• **What is expected**
Within the material below, how many lines include "side"? Answer with the count only.

-----

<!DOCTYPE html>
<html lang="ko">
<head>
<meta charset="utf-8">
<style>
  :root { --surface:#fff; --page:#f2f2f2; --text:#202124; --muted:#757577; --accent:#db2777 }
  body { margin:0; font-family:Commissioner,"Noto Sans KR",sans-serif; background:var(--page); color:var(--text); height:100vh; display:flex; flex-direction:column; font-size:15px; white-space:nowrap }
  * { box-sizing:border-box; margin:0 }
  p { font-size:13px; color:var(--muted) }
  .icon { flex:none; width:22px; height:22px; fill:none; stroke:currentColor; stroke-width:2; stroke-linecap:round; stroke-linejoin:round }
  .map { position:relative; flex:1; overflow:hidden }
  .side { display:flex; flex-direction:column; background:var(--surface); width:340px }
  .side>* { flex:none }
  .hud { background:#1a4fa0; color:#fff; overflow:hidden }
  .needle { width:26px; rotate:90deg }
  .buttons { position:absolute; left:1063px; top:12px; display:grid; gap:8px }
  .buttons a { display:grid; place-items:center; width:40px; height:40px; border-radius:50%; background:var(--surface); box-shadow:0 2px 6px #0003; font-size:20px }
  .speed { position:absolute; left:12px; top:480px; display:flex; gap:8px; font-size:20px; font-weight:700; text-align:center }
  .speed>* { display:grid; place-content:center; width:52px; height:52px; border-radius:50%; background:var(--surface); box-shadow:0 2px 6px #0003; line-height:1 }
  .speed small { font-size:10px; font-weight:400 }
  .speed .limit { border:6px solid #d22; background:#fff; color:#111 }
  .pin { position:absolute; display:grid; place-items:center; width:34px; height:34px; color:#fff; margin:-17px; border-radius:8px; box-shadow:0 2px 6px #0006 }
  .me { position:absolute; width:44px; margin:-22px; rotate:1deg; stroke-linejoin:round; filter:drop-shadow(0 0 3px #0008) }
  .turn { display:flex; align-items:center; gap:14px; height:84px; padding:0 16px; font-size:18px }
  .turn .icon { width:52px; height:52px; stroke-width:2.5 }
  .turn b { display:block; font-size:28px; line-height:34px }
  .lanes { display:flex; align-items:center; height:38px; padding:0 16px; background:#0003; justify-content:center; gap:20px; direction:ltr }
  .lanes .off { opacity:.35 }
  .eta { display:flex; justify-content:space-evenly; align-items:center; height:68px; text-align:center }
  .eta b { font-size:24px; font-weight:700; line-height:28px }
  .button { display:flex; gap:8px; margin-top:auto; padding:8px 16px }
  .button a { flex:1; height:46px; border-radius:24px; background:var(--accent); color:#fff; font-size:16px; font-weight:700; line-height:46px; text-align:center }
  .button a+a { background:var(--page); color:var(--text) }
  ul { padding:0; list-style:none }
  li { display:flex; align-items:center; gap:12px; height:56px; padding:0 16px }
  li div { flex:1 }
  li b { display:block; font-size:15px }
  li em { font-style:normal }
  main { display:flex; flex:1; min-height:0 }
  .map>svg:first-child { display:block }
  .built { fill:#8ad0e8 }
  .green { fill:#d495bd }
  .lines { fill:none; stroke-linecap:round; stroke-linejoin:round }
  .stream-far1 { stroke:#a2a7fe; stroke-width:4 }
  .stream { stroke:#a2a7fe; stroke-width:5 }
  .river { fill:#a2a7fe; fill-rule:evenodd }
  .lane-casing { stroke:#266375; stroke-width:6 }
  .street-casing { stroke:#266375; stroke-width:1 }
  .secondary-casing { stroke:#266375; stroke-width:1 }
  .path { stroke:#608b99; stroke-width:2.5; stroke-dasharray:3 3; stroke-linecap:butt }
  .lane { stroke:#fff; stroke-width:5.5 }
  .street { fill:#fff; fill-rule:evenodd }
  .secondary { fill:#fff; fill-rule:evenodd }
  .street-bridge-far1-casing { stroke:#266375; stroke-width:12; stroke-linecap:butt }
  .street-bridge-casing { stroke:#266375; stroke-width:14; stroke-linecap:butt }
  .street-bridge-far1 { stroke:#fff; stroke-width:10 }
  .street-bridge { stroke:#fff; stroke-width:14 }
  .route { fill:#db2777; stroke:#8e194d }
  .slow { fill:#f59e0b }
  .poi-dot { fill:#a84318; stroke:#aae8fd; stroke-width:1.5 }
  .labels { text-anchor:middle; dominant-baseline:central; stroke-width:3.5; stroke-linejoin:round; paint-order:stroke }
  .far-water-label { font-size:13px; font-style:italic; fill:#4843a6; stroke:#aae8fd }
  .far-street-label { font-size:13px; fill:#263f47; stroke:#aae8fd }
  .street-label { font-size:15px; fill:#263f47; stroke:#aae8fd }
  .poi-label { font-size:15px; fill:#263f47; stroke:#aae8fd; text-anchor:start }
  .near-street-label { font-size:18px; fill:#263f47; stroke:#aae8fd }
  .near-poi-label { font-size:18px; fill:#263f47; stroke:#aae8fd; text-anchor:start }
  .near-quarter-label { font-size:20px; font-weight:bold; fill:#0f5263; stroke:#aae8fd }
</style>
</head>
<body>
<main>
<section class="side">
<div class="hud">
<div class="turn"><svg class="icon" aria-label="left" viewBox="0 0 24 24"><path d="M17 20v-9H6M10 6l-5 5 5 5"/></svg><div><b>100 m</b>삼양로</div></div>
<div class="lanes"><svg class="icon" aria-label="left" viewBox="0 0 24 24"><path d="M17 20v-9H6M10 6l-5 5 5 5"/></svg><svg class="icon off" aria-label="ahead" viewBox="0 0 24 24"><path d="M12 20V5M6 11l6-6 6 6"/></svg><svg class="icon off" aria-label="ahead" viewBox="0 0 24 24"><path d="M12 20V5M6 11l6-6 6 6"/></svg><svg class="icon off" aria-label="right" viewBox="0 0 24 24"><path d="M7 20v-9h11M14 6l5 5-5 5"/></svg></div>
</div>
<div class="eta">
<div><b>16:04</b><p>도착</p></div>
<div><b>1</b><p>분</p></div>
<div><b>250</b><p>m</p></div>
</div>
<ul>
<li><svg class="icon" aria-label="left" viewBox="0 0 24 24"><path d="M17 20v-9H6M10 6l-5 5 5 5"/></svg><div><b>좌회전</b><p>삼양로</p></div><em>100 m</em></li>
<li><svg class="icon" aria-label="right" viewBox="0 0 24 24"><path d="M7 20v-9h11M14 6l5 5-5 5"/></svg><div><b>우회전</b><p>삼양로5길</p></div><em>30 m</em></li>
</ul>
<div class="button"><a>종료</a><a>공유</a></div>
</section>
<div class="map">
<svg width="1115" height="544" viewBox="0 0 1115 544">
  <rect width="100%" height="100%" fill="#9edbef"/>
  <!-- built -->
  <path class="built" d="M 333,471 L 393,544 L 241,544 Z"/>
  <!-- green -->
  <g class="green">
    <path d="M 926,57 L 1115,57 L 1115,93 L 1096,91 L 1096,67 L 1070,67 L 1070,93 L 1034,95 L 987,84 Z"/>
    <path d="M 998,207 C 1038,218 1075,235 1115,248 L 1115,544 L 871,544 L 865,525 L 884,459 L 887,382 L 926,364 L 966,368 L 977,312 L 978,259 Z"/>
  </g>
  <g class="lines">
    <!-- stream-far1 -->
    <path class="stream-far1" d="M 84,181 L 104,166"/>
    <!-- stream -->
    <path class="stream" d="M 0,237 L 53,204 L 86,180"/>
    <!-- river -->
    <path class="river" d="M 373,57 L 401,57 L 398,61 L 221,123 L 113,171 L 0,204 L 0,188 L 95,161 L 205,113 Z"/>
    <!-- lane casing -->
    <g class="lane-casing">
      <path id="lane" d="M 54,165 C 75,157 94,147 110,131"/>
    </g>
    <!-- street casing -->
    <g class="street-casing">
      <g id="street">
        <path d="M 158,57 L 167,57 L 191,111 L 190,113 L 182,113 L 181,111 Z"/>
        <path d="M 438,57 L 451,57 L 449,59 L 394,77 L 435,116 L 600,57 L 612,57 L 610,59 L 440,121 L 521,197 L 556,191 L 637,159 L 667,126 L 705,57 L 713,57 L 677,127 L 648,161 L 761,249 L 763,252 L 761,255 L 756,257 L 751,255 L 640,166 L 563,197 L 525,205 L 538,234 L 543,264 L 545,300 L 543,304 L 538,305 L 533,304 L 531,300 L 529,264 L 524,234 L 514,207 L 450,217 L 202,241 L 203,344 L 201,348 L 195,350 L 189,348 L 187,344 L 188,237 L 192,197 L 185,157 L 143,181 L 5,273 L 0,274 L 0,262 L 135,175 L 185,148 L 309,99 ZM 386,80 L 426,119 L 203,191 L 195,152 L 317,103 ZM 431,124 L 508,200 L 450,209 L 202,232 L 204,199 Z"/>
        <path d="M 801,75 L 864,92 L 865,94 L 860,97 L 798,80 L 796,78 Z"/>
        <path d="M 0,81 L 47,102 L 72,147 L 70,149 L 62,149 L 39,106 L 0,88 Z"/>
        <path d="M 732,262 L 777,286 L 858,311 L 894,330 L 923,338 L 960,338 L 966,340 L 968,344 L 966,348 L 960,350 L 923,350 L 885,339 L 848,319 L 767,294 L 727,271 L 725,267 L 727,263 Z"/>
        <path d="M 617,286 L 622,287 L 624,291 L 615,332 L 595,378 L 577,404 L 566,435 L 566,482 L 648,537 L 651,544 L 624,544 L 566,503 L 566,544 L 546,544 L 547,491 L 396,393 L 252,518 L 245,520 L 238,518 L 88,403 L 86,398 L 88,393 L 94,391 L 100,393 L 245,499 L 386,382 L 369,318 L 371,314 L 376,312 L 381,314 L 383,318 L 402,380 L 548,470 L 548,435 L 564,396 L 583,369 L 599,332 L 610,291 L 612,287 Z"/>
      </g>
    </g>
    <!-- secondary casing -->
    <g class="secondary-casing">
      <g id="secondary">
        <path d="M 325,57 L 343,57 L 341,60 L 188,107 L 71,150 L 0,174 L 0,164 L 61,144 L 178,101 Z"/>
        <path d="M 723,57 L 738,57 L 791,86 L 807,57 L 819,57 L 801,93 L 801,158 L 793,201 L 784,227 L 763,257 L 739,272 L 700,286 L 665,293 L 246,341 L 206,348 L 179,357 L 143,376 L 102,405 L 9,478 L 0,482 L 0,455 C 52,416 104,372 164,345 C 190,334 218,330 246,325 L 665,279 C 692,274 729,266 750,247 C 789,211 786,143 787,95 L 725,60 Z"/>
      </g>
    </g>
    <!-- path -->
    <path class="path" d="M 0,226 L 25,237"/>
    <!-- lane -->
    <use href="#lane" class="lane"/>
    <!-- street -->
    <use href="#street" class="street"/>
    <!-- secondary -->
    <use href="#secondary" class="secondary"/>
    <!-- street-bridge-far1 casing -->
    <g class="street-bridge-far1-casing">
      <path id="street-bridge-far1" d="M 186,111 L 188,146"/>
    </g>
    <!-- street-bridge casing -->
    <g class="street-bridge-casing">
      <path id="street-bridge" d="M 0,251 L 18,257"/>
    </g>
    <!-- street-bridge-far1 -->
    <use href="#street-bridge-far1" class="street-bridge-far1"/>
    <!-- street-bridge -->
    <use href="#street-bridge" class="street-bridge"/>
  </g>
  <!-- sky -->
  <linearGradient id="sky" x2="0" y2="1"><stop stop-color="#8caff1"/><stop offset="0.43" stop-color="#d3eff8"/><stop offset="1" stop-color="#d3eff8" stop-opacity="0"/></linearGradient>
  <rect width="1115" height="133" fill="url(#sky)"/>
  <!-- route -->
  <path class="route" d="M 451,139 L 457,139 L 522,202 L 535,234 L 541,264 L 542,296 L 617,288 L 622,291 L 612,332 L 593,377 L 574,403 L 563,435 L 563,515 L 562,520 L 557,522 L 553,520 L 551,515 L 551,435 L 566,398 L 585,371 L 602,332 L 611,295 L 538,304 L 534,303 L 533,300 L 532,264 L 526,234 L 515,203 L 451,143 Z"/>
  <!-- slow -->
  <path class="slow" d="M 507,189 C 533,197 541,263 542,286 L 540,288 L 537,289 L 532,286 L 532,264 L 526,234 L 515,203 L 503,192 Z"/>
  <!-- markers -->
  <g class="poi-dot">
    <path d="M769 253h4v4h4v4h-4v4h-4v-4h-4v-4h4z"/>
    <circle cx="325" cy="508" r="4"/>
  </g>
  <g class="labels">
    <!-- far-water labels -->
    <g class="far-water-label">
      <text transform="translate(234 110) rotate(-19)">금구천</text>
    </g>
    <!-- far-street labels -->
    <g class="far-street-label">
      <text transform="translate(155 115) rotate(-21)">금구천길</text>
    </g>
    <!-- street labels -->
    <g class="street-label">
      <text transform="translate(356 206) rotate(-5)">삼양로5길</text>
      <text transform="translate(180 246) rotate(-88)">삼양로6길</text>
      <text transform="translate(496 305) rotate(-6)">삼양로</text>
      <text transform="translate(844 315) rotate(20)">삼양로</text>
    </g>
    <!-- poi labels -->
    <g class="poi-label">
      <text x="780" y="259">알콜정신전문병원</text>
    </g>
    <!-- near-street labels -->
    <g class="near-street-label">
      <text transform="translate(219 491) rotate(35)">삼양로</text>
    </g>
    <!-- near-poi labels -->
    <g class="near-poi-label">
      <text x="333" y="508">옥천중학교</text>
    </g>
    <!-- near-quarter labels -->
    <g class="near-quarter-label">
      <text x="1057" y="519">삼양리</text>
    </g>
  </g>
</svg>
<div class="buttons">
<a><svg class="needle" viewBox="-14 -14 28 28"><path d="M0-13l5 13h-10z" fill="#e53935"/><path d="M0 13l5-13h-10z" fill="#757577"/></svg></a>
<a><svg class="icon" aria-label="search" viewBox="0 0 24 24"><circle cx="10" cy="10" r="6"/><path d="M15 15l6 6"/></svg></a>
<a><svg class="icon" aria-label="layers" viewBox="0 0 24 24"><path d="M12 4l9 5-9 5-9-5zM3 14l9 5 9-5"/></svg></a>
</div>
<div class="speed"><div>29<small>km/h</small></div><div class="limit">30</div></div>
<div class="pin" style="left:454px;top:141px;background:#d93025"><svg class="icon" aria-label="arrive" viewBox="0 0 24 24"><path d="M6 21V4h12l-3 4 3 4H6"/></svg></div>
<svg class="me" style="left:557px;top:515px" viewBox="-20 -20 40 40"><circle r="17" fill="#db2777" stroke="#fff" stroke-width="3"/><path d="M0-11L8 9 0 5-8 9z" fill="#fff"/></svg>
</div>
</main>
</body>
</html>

-----

• **Answer to the exercise**
3